RECORDS FOR PROCESSING Start Marker

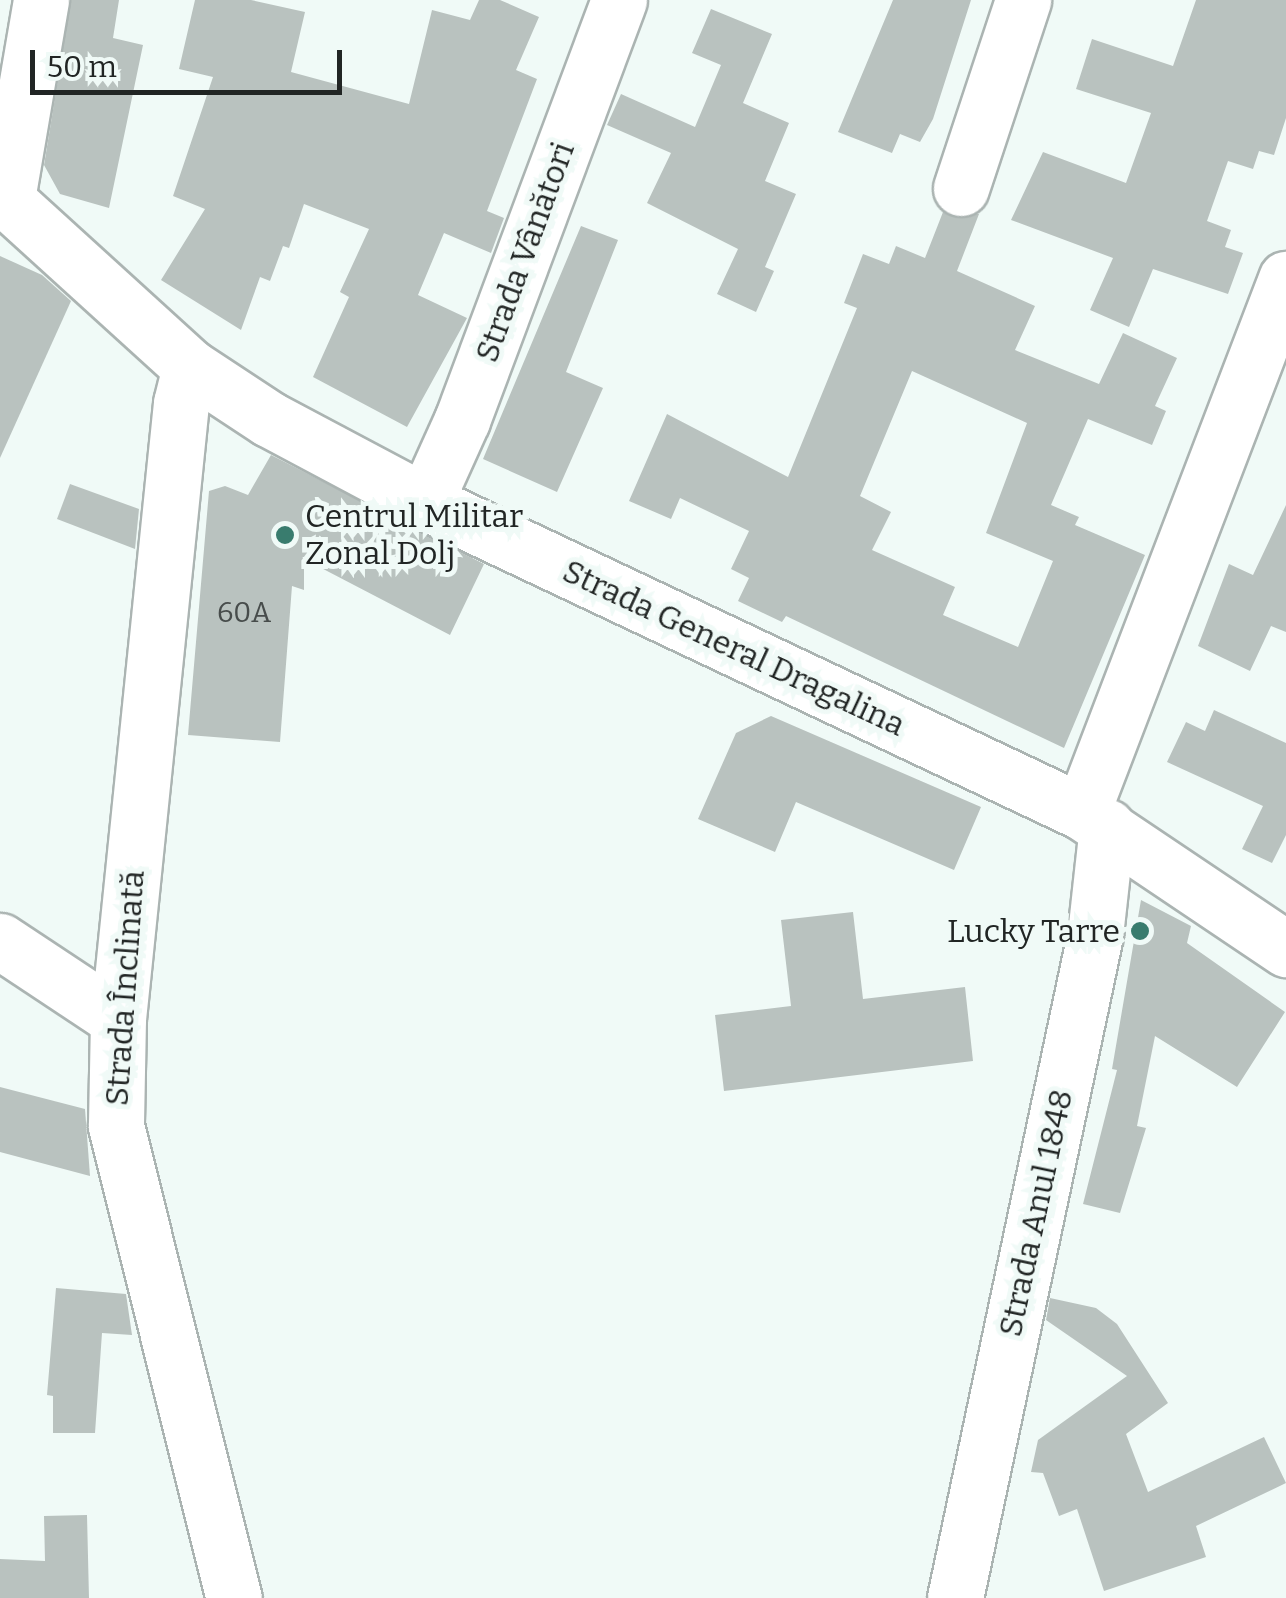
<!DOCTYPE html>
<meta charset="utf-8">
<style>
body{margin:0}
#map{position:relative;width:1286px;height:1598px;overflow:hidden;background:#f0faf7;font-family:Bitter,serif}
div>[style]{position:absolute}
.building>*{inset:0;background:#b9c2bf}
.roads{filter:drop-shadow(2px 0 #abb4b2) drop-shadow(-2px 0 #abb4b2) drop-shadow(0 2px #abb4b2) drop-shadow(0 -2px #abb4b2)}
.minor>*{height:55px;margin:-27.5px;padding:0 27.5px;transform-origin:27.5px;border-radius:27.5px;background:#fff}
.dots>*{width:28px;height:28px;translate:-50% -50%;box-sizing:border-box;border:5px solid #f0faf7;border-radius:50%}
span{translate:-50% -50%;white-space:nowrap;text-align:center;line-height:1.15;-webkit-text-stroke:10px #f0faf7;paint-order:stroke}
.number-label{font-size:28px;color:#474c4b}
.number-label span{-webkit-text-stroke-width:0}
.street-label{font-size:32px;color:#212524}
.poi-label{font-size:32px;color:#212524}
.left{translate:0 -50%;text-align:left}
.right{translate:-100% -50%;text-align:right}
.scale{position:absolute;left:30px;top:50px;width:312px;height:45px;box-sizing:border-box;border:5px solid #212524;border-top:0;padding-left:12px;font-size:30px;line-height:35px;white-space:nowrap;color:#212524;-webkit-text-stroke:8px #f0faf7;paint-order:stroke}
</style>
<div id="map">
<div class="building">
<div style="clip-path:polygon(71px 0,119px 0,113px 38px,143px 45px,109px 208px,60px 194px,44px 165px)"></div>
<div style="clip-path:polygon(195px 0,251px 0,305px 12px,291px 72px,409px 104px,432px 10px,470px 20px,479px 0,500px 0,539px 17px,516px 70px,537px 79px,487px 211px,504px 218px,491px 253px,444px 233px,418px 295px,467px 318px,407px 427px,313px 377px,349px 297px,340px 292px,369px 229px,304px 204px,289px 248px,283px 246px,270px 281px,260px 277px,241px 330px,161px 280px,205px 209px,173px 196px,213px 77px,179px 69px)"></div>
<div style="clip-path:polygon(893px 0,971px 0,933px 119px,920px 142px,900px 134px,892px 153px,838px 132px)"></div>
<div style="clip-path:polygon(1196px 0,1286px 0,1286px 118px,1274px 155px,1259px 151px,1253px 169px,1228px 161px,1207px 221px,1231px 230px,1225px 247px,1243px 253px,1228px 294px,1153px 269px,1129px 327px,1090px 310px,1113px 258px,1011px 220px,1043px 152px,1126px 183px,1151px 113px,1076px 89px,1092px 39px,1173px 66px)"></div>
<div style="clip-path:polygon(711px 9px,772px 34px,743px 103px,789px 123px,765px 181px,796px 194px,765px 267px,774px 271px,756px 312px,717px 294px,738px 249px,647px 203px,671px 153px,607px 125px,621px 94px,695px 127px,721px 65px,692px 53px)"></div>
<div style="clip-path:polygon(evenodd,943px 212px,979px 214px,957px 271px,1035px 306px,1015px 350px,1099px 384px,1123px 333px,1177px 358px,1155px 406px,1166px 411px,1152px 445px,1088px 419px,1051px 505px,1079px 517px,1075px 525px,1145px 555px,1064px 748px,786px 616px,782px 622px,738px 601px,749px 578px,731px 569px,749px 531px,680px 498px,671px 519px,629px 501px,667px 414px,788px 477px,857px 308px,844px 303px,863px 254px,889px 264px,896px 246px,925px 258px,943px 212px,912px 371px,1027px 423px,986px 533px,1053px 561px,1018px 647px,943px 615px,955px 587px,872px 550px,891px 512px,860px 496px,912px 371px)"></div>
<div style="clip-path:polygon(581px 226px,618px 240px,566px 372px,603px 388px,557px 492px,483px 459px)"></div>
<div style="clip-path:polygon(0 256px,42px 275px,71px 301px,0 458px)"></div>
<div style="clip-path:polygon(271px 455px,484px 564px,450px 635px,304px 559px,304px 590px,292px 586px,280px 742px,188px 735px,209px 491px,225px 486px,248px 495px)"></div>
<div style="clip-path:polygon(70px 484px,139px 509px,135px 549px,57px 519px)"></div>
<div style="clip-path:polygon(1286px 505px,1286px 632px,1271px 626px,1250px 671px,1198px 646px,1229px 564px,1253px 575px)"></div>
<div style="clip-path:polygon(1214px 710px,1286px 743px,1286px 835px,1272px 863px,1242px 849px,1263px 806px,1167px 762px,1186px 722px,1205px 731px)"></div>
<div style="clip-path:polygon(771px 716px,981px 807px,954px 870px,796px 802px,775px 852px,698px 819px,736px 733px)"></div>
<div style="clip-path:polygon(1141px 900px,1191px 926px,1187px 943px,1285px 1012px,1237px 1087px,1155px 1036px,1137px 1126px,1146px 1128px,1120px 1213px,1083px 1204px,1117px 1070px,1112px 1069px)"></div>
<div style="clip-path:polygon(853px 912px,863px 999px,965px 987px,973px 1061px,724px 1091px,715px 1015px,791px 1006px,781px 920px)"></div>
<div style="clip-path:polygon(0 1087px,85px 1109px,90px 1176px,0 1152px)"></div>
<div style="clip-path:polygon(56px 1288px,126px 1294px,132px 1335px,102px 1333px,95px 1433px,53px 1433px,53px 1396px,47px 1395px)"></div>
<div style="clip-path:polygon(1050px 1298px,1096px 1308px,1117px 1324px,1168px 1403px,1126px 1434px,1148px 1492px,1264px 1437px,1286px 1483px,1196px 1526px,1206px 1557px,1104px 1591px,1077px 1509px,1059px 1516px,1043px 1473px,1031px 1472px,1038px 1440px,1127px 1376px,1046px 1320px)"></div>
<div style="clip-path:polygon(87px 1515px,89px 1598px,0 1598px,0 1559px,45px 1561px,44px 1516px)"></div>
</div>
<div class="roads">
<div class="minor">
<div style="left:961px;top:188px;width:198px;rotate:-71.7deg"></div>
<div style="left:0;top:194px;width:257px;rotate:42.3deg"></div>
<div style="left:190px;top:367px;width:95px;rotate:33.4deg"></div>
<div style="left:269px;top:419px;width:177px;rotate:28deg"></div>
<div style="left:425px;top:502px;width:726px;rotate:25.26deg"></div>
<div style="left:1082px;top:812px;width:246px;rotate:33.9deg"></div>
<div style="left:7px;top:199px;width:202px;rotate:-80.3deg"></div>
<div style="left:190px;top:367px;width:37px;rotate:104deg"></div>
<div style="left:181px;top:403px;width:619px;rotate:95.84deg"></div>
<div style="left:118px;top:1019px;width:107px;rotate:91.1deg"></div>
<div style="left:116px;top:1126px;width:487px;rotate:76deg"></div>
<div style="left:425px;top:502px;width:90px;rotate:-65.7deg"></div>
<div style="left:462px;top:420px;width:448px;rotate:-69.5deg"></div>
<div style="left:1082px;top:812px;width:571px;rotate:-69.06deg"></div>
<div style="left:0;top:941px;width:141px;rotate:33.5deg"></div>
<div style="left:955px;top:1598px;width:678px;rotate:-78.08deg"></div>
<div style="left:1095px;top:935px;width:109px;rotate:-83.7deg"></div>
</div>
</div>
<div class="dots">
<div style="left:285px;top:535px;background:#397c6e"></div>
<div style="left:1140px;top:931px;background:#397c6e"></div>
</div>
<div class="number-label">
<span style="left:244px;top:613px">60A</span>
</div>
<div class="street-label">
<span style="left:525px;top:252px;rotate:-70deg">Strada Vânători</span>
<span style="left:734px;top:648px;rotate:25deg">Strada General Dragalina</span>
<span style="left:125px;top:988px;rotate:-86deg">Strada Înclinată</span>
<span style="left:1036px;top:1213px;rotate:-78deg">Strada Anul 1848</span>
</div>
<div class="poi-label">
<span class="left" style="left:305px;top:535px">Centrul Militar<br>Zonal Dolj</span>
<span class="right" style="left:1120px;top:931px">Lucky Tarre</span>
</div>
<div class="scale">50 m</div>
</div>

RECORDS FOR PROCESSING End Marker

| TASK |
Starting at the top of the listing above, please restate word for word each line up to and including the one that holds "0 #abb4b2) drop-shadow(-2px", omitting every image.

| ANSWER TO THE EXERCISE |
<!DOCTYPE html>
<meta charset="utf-8">
<style>
body{margin:0}
#map{position:relative;width:1286px;height:1598px;overflow:hidden;background:#f0faf7;font-family:Bitter,serif}
div>[style]{position:absolute}
.building>*{inset:0;background:#b9c2bf}
.roads{filter:drop-shadow(2px 0 #abb4b2) drop-shadow(-2px 0 #abb4b2) drop-shadow(0 2px #abb4b2) drop-shadow(0 -2px #abb4b2)}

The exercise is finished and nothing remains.